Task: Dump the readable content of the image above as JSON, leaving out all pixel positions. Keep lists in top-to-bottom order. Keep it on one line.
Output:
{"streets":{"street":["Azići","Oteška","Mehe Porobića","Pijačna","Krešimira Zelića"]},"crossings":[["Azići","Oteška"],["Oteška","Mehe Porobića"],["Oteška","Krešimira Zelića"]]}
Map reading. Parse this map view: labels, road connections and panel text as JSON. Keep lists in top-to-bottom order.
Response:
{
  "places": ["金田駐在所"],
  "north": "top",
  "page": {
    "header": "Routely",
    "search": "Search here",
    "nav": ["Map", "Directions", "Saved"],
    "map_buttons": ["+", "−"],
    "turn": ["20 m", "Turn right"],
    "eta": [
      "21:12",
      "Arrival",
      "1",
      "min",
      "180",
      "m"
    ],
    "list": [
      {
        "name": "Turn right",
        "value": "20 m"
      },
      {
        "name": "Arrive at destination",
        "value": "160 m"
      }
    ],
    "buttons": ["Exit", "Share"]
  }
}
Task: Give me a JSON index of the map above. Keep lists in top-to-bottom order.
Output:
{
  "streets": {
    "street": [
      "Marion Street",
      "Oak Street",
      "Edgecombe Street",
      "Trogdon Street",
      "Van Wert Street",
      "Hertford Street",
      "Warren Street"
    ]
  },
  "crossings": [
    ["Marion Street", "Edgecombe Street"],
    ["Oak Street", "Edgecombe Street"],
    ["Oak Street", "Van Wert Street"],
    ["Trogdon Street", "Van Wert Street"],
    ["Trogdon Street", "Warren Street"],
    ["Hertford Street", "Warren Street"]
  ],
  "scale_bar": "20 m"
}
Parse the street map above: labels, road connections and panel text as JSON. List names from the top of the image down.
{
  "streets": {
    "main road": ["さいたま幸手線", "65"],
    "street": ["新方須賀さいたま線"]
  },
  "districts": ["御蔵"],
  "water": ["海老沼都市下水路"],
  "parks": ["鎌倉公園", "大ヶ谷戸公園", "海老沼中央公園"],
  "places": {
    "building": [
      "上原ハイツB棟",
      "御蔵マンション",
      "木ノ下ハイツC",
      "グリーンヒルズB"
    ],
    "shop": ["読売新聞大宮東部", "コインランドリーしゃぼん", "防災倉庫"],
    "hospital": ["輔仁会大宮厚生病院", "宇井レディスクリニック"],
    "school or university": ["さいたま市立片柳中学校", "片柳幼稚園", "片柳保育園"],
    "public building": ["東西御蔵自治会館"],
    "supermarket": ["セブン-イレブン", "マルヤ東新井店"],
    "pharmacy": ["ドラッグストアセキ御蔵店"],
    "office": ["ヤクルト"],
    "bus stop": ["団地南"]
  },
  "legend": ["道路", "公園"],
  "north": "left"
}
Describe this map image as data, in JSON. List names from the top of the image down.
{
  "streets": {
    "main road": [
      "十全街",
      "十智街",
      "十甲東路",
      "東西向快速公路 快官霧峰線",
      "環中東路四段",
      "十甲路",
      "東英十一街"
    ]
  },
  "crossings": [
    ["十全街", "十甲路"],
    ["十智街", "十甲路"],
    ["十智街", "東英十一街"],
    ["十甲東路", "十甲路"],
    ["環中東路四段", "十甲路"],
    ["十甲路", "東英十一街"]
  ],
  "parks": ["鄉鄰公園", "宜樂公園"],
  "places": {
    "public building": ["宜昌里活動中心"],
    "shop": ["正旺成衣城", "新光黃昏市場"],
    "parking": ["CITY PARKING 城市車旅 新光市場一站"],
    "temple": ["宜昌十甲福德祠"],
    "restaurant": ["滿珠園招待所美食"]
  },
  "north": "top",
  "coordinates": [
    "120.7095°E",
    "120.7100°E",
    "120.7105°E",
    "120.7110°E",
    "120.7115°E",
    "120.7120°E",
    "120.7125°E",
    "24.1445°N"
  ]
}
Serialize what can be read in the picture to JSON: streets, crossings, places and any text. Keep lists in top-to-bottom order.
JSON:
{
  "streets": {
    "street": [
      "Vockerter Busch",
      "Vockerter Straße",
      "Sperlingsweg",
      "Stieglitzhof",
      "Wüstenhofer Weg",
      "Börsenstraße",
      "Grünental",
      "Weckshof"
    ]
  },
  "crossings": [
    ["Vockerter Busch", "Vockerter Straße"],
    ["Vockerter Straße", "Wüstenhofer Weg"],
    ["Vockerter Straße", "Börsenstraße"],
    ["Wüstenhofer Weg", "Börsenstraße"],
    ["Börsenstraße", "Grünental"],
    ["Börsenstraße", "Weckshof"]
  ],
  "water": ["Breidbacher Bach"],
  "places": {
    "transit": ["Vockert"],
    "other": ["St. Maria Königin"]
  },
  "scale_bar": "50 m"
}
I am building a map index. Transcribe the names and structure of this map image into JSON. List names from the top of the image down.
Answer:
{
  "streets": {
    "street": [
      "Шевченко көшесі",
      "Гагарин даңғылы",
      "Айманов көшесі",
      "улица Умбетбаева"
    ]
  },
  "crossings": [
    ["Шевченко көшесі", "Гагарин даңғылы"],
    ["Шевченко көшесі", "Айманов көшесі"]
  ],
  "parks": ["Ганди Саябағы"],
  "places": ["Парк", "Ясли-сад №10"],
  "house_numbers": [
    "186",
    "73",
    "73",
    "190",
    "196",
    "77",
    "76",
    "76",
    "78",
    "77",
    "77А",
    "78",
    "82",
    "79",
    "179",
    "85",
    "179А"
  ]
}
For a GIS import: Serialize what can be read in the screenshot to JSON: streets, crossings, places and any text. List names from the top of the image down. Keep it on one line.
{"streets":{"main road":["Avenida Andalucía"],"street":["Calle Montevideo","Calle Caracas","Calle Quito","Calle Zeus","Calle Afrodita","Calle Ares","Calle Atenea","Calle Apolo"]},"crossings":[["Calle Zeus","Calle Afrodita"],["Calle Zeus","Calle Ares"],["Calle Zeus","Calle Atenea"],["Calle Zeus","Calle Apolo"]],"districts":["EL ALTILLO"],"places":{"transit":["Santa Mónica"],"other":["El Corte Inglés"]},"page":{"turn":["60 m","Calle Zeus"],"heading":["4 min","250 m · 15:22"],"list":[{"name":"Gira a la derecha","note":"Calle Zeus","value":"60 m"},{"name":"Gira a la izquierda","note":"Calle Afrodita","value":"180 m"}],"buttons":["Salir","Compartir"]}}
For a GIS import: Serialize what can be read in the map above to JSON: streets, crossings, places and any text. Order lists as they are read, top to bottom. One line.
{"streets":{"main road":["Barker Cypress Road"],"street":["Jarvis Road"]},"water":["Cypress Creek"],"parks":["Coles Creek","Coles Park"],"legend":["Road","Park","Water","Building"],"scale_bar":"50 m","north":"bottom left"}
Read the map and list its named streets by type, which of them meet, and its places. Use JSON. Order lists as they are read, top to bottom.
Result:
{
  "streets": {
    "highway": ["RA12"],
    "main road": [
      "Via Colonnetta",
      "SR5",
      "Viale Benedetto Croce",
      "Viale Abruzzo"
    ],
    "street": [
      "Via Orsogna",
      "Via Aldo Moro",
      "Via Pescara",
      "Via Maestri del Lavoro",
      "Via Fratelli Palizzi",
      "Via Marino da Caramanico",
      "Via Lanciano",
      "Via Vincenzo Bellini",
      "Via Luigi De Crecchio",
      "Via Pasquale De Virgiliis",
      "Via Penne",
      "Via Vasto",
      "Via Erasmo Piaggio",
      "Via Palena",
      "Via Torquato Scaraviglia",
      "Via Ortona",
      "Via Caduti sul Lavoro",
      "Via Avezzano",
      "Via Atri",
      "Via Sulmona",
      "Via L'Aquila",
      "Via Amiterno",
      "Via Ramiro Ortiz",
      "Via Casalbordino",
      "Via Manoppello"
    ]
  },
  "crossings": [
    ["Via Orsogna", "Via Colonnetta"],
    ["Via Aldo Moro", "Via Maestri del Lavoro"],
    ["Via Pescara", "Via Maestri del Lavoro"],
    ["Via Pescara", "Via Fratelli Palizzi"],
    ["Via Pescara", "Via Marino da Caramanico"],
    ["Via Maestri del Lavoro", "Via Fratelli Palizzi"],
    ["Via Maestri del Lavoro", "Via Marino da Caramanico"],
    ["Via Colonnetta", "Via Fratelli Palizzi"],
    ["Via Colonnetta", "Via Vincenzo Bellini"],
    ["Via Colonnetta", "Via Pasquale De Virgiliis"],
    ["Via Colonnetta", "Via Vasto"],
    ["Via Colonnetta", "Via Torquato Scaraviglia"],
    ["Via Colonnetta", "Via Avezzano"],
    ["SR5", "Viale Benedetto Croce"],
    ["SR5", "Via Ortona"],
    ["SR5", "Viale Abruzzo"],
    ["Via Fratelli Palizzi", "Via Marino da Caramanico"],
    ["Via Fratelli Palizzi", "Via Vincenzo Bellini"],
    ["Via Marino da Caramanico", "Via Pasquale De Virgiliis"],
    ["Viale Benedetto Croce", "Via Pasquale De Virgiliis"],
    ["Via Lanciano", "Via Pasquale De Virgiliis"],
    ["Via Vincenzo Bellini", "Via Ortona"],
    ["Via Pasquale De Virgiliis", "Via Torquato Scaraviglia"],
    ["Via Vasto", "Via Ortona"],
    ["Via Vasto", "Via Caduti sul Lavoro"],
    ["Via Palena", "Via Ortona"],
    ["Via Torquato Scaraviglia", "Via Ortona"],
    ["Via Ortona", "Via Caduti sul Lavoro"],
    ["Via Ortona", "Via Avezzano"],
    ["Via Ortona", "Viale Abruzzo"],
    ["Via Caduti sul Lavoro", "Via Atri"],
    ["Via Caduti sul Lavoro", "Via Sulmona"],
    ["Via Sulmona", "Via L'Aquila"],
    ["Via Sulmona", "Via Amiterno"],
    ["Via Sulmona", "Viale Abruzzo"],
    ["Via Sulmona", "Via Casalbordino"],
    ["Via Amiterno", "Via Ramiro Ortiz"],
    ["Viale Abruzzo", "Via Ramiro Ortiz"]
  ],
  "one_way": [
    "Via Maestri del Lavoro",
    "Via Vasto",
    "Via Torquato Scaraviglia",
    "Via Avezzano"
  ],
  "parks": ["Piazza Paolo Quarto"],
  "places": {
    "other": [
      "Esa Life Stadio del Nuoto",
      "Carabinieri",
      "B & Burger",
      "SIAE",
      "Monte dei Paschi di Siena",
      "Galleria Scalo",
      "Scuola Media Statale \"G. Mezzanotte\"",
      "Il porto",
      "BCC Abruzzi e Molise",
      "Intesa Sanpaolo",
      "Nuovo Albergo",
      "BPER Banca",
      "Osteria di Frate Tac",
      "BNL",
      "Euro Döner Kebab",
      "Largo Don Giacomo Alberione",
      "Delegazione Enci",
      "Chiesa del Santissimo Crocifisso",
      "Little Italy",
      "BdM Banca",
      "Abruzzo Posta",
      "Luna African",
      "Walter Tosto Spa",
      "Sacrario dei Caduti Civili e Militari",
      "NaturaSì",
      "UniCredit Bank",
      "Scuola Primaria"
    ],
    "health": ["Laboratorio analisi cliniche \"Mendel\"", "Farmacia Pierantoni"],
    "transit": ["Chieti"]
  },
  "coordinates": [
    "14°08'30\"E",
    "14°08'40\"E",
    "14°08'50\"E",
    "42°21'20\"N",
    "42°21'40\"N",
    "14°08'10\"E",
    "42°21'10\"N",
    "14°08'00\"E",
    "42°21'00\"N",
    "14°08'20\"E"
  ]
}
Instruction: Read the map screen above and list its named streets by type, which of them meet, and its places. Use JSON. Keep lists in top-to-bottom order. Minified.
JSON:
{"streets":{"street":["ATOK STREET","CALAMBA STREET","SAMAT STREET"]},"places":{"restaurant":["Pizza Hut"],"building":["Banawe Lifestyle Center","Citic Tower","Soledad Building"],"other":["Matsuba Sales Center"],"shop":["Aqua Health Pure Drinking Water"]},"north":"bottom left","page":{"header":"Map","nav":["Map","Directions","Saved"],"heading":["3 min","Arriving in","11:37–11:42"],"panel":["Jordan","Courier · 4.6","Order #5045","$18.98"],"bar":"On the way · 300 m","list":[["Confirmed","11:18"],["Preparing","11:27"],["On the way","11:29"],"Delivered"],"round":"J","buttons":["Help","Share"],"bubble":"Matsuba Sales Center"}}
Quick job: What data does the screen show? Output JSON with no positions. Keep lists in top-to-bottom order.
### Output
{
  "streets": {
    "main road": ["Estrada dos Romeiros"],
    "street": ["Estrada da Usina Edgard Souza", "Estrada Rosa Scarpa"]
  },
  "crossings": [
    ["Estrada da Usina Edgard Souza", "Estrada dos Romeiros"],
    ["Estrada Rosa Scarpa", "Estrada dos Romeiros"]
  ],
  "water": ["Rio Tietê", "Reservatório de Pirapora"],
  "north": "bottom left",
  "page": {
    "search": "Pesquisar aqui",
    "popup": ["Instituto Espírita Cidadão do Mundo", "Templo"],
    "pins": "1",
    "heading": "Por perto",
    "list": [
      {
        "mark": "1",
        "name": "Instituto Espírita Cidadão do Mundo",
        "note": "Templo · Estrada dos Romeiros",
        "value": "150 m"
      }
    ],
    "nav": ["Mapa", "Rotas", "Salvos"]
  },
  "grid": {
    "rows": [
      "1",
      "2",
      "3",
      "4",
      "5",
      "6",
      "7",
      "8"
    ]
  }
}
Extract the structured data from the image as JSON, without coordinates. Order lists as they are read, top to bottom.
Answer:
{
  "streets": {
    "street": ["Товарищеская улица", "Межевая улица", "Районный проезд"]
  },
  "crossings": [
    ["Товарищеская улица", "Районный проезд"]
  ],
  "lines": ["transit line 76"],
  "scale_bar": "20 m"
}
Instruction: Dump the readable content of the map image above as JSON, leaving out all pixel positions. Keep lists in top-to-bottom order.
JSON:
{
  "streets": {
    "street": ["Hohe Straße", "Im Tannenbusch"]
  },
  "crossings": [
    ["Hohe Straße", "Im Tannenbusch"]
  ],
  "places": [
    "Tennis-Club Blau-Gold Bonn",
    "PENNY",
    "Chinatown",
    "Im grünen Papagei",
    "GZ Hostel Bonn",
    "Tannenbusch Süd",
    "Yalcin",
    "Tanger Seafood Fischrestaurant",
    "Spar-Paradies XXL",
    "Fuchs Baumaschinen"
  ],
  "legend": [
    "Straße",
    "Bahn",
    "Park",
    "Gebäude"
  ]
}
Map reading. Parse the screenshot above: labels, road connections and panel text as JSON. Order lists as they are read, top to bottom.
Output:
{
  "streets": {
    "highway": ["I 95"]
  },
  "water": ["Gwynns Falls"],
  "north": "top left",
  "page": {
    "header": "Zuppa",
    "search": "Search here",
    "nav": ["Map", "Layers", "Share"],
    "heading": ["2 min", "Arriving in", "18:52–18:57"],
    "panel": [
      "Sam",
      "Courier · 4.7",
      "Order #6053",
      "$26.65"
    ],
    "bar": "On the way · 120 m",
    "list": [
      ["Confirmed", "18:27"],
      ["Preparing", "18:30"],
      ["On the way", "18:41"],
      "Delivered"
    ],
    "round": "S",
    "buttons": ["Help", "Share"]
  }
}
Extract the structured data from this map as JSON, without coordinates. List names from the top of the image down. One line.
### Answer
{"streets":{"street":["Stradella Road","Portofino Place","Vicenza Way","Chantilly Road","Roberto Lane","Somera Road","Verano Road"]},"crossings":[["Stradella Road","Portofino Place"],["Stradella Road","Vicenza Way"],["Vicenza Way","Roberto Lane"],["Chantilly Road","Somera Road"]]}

### What is being asked
All lines in the data above from the one with "bottom. One line." through the one with "Read the map and" must be repeated exactly, and no others.

### Result of the task
For a GIS import: Serialize what can be read in the map above to JSON: streets, crossings, places and any text. Order lists as they are read, top to bottom. One line.
{"streets":{"main road":["Barker Cypress Road"],"street":["Jarvis Road"]},"water":["Cypress Creek"],"parks":["Coles Creek","Coles Park"],"legend":["Road","Park","Water","Building"],"scale_bar":"50 m","north":"bottom left"}
Read the map and list its named streets by type, which of them meet, and its places. Use JSON. Order lists as they are read, top to bottom.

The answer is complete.